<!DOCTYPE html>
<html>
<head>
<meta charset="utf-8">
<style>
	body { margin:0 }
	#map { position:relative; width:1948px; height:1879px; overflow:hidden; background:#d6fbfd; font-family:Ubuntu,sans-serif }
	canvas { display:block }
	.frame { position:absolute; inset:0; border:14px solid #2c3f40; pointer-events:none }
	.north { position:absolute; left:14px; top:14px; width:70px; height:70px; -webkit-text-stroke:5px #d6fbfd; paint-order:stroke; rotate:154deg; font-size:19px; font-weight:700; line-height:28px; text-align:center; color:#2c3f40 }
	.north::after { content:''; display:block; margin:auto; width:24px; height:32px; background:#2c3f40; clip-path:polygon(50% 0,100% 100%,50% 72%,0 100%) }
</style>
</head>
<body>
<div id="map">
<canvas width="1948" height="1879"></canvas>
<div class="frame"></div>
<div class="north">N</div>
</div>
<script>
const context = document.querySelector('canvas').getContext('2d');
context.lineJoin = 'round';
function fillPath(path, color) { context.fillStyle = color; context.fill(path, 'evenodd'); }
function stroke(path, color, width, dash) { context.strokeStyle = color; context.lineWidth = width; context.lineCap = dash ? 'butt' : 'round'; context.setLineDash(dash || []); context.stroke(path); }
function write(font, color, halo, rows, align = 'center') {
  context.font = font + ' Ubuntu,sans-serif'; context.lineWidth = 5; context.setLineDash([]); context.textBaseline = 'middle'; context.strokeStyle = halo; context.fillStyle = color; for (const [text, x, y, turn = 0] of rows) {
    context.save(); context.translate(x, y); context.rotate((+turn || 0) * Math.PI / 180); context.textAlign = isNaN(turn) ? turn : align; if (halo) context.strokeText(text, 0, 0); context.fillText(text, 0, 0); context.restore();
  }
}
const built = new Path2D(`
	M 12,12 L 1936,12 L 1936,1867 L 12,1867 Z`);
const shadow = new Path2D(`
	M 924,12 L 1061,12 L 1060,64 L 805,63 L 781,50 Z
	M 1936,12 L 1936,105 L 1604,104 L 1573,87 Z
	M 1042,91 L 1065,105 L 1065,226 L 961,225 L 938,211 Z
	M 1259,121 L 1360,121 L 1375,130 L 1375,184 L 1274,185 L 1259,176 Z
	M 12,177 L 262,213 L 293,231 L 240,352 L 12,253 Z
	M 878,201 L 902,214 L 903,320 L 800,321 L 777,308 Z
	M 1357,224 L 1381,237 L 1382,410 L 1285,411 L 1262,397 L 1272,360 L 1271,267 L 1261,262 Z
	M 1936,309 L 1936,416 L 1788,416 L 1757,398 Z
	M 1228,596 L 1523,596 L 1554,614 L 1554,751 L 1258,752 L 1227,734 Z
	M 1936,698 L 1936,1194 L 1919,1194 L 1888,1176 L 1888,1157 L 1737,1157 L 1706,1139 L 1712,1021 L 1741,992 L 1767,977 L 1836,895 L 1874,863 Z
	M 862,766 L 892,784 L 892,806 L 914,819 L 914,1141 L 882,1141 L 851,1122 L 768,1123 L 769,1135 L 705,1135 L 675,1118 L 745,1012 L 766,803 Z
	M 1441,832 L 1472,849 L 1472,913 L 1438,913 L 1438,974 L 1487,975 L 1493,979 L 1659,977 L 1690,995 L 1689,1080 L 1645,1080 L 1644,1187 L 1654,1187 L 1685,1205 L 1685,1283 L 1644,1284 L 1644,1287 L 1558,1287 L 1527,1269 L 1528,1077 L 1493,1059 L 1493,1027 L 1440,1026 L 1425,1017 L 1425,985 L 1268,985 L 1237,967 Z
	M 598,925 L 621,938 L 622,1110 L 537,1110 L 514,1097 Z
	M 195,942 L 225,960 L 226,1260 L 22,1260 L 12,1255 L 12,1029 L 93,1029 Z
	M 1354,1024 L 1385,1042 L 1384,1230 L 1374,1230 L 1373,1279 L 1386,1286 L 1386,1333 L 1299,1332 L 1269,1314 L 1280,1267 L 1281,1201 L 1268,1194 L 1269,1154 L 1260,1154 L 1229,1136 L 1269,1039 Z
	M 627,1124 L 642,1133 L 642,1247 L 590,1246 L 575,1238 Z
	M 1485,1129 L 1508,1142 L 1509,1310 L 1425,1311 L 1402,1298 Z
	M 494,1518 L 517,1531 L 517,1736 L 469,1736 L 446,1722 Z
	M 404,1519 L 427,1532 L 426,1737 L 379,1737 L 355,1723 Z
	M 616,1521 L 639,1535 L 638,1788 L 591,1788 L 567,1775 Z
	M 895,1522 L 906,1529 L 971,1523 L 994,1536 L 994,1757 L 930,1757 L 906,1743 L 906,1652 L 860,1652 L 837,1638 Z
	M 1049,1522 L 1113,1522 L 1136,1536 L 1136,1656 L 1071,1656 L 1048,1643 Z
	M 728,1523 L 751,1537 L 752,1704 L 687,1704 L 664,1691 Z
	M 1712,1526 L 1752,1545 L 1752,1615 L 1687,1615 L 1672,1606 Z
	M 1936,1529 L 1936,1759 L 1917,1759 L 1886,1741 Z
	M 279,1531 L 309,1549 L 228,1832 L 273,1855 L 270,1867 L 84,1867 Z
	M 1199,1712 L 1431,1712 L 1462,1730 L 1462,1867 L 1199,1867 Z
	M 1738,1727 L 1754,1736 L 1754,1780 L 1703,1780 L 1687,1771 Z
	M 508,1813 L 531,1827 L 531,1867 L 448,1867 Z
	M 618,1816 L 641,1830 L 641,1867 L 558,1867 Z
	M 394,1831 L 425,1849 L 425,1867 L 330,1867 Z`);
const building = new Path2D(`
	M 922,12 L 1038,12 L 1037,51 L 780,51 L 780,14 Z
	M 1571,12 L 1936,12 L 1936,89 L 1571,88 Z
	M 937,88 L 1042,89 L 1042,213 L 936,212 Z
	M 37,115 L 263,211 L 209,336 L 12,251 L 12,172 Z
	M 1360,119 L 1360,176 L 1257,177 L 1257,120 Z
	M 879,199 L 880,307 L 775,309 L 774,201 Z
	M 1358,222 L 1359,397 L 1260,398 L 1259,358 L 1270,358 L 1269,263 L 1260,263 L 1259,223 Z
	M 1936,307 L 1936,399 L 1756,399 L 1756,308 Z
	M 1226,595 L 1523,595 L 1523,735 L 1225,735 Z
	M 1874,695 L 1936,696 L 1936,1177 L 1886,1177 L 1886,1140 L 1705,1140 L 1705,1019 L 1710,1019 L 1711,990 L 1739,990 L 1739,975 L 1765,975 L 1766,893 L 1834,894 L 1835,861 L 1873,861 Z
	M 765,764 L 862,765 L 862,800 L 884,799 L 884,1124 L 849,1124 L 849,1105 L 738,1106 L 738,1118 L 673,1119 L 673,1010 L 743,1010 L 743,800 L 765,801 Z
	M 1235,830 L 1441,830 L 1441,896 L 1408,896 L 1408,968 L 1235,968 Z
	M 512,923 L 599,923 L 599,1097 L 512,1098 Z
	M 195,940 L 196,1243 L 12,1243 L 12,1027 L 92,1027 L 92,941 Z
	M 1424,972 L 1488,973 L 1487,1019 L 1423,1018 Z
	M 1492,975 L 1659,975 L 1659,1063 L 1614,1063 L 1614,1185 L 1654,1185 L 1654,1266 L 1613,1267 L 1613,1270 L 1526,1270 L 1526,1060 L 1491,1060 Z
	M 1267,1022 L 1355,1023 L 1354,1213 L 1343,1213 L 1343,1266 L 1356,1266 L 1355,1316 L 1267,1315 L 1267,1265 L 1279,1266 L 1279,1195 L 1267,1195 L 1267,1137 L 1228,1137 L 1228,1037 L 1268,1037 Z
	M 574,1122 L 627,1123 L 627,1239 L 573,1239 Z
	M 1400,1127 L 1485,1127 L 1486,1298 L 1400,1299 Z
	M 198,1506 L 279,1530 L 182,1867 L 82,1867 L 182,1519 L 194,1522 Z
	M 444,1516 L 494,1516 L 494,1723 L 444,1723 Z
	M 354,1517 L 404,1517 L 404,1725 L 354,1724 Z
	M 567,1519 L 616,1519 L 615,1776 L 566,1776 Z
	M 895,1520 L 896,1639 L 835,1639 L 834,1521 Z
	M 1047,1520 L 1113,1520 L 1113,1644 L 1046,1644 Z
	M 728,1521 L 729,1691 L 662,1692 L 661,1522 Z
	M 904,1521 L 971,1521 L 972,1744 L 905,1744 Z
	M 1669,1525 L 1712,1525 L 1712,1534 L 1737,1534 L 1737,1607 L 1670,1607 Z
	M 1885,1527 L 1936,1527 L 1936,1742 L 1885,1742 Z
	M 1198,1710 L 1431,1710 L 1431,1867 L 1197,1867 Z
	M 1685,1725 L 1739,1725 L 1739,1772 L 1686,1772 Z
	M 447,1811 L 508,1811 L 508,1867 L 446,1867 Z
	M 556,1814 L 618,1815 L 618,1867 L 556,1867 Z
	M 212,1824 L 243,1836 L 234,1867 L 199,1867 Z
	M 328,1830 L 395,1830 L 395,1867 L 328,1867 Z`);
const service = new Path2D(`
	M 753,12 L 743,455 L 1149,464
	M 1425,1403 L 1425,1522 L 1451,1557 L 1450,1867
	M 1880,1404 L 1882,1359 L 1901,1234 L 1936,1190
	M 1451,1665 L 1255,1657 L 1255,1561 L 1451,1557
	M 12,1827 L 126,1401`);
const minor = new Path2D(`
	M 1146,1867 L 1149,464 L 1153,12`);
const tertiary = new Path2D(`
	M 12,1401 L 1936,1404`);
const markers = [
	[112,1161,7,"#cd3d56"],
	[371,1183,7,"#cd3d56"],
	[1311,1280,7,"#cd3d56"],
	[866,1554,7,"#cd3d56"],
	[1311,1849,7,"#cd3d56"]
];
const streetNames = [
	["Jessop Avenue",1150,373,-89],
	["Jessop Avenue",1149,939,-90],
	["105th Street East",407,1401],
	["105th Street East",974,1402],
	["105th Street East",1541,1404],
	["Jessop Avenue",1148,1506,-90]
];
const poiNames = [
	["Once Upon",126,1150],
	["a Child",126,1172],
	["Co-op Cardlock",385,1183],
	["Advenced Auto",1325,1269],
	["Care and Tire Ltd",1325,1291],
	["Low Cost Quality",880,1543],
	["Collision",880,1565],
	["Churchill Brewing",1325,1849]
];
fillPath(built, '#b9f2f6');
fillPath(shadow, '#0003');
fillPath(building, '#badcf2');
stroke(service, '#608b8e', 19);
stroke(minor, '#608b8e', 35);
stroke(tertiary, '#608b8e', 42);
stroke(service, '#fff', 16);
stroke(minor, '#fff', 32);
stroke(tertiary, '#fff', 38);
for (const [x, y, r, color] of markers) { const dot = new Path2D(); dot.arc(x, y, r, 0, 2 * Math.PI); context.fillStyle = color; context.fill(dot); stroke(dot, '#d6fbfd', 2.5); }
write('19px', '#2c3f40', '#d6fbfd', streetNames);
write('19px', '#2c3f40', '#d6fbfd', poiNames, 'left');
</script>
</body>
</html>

Work instructions - From the records above, extract exactly and only the lines that begin at the line with "function stroke(path, color, width, dash)" and stop after the line with "function write(font, color, halo, rows, align".

Your response -
function stroke(path, color, width, dash) { context.strokeStyle = color; context.lineWidth = width; context.lineCap = dash ? 'butt' : 'round'; context.setLineDash(dash || []); context.stroke(path); }
function write(font, color, halo, rows, align = 'center') {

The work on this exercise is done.